▶ _MATERIALS PROVIDED_:
==*==

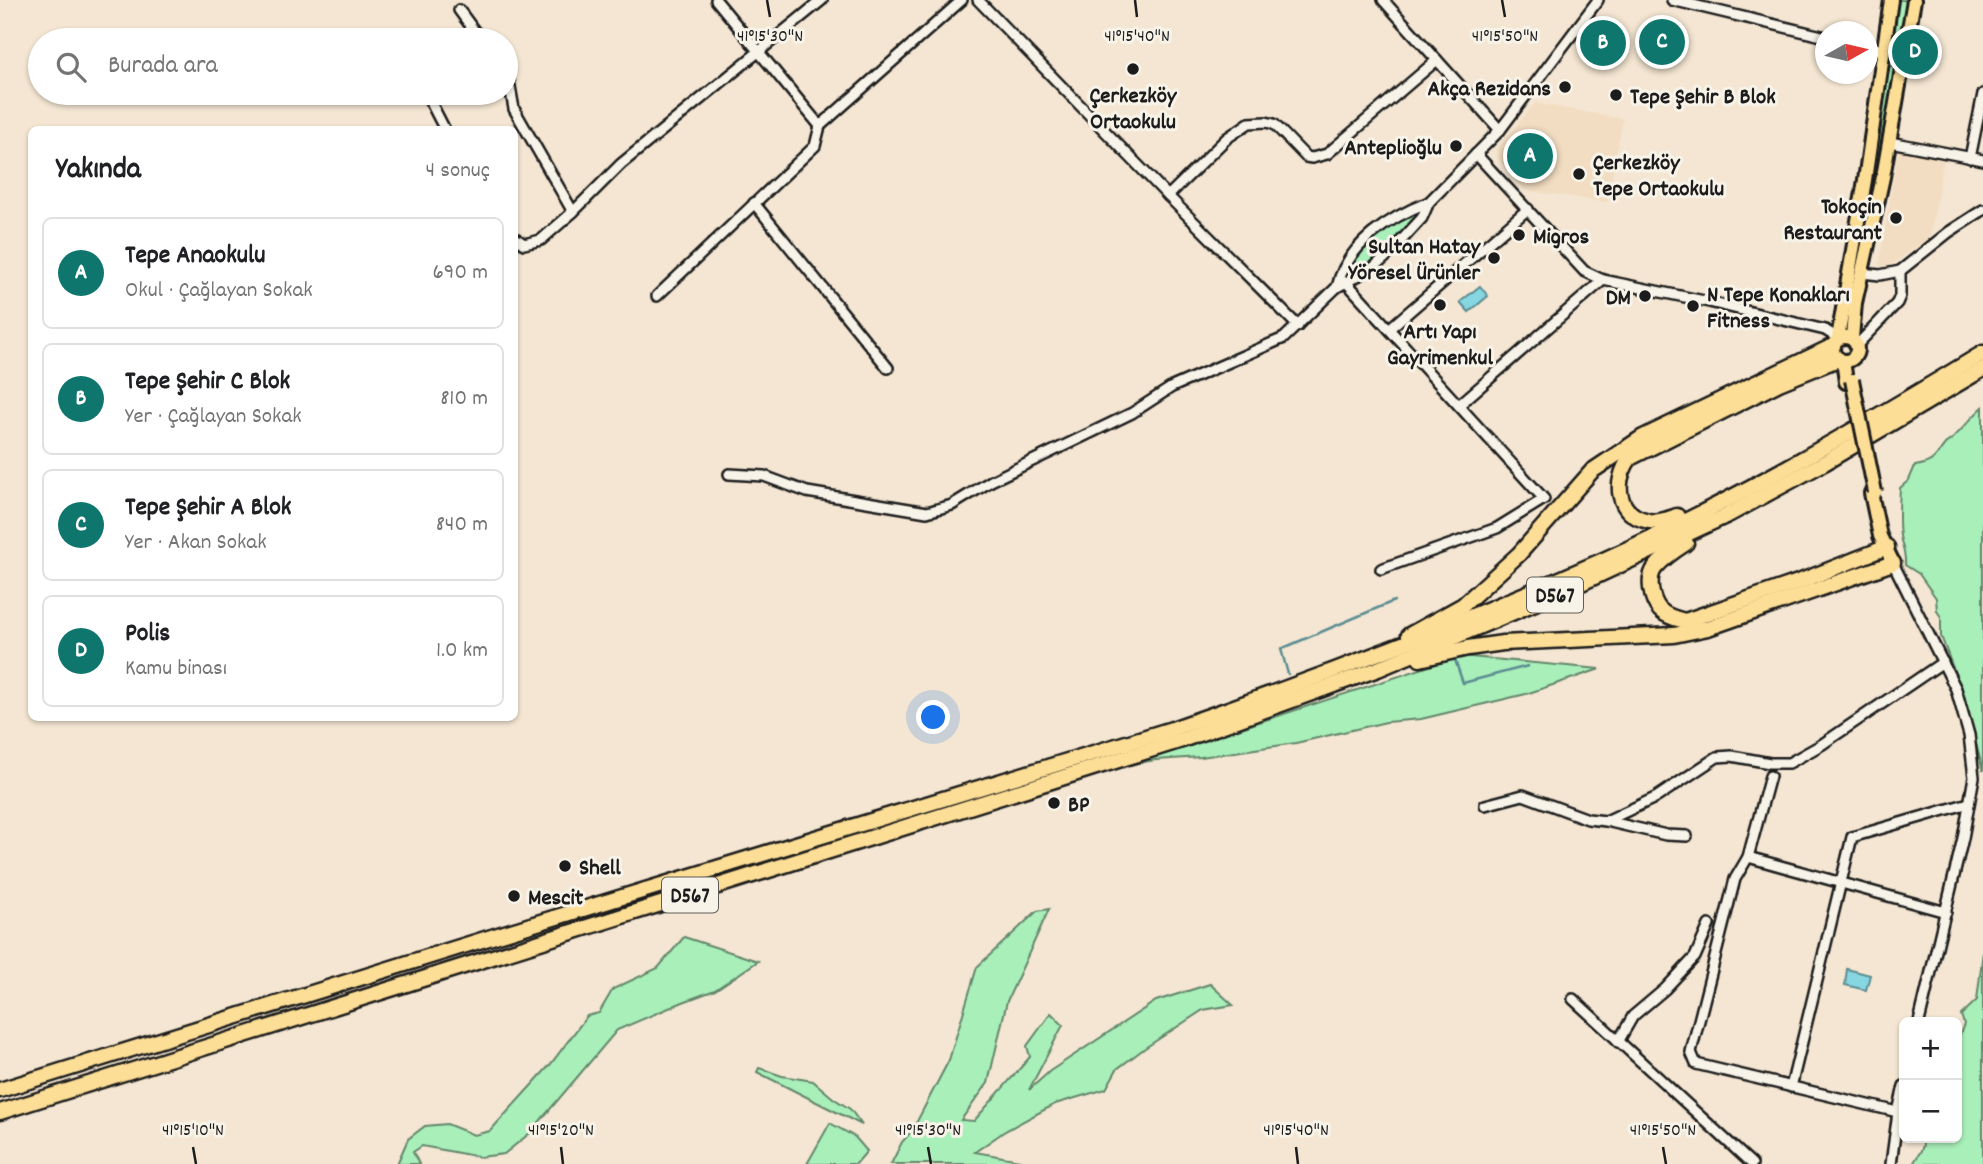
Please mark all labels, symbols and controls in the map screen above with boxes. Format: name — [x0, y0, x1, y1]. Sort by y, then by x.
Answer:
pin: C — [1639, 16, 1685, 68]
pin: B — [1580, 17, 1626, 69]
north arrow — [1815, 21, 1878, 84]
text: 41°15'30"N — [737, 25, 803, 50]
text: 41°15'40"N — [1104, 25, 1170, 50]
text: 41°15'50"N — [1472, 25, 1538, 50]
pin: D — [1892, 26, 1938, 78]
search box — [28, 28, 518, 105]
icon: search — [52, 48, 90, 86]
text: Burada ara — [108, 48, 218, 85]
marker: Çerkezköy Ortaokulu — [1125, 61, 1141, 77]
place label: Akça Rezidans — [1428, 74, 1551, 107]
marker: Akça Rezidans — [1557, 79, 1573, 95]
place label: Çerkezköy Ortaokulu — [1090, 81, 1178, 140]
place label: Tepe Şehir B Blok — [1630, 82, 1776, 115]
marker: Tepe Şehir B Blok — [1608, 87, 1624, 103]
pin: A — [1507, 130, 1553, 182]
place label: Anteplioğlu — [1344, 133, 1442, 166]
marker: Anteplioğlu — [1448, 138, 1464, 154]
place label: Çerkezköy Tepe Ortaokulu — [1593, 148, 1724, 207]
text: Yakında — [56, 150, 141, 193]
text: 4 sonuç — [425, 155, 490, 188]
marker: Çerkezköy Tepe Ortaokulu — [1571, 166, 1587, 182]
place label: Tokoçin Restaurant — [1783, 192, 1883, 251]
marker: Tokoçin Restaurant — [1888, 210, 1904, 226]
place label: Migros — [1533, 222, 1590, 255]
marker: Migros — [1511, 227, 1527, 243]
place label: Sultan Hatay Yöresel Ürünler — [1348, 232, 1482, 291]
text: Tepe Anaokulu — [125, 238, 265, 275]
marker: Sultan Hatay Yöresel Ürünler — [1486, 250, 1502, 266]
text: A — [75, 257, 87, 290]
text: 690 m — [433, 257, 488, 290]
text: Okul · Çağlayan Sokak — [125, 275, 313, 308]
place label: N Tepe Konakları Fitness — [1707, 280, 1850, 339]
place label: DM — [1606, 283, 1631, 316]
marker: DM — [1637, 288, 1653, 304]
marker: Artı Yapı Gayrimenkul — [1432, 297, 1448, 313]
marker: N Tepe Konakları Fitness — [1685, 298, 1701, 314]
place label: Artı Yapı Gayrimenkul — [1387, 317, 1493, 376]
text: Tepe Şehir C Blok — [125, 364, 290, 401]
text: B — [76, 383, 86, 416]
text: 810 m — [440, 383, 488, 416]
text: Yer · Çağlayan Sokak — [125, 401, 302, 434]
text: Tepe Şehir A Blok — [125, 490, 292, 527]
text: C — [75, 509, 87, 542]
text: 840 m — [436, 509, 488, 542]
text: Yer · Akan Sokak — [125, 527, 267, 560]
road number: D567 — [1527, 578, 1583, 612]
text: Polis — [125, 616, 170, 653]
text: D — [75, 635, 87, 668]
text: 1.0 km — [436, 635, 488, 668]
text: Kamu binası — [125, 653, 227, 686]
your location — [916, 700, 950, 734]
place label: BP — [1068, 790, 1090, 823]
marker: BP — [1046, 795, 1062, 811]
place label: Shell — [579, 853, 621, 886]
marker: Shell — [557, 858, 573, 874]
road number: D567 — [662, 878, 718, 912]
place label: Mescit — [528, 883, 584, 916]
marker: Mescit — [506, 888, 522, 904]
map controls — [1899, 1017, 1962, 1143]
button: + — [1899, 1017, 1962, 1080]
button: − — [1899, 1080, 1962, 1143]
text: 41°15'10"N — [162, 1119, 224, 1144]
text: 41°15'20"N — [528, 1119, 594, 1144]
text: 41°15'30"N — [895, 1119, 961, 1144]
text: 41°15'40"N — [1263, 1119, 1329, 1144]
text: 41°15'50"N — [1630, 1119, 1696, 1144]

==*==

▶ _WHAT YOU HAVE TO DO_: Read the entries above and find each line holding the word "Tepe". Copy it out.

▶ _SOLUTION TO THE EXERCISE_:
place label: Tepe Şehir B Blok — [1630, 82, 1776, 115]
marker: Tepe Şehir B Blok — [1608, 87, 1624, 103]
place label: Çerkezköy Tepe Ortaokulu — [1593, 148, 1724, 207]
marker: Çerkezköy Tepe Ortaokulu — [1571, 166, 1587, 182]
text: Tepe Anaokulu — [125, 238, 265, 275]
place label: N Tepe Konakları Fitness — [1707, 280, 1850, 339]
marker: N Tepe Konakları Fitness — [1685, 298, 1701, 314]
text: Tepe Şehir C Blok — [125, 364, 290, 401]
text: Tepe Şehir A Blok — [125, 490, 292, 527]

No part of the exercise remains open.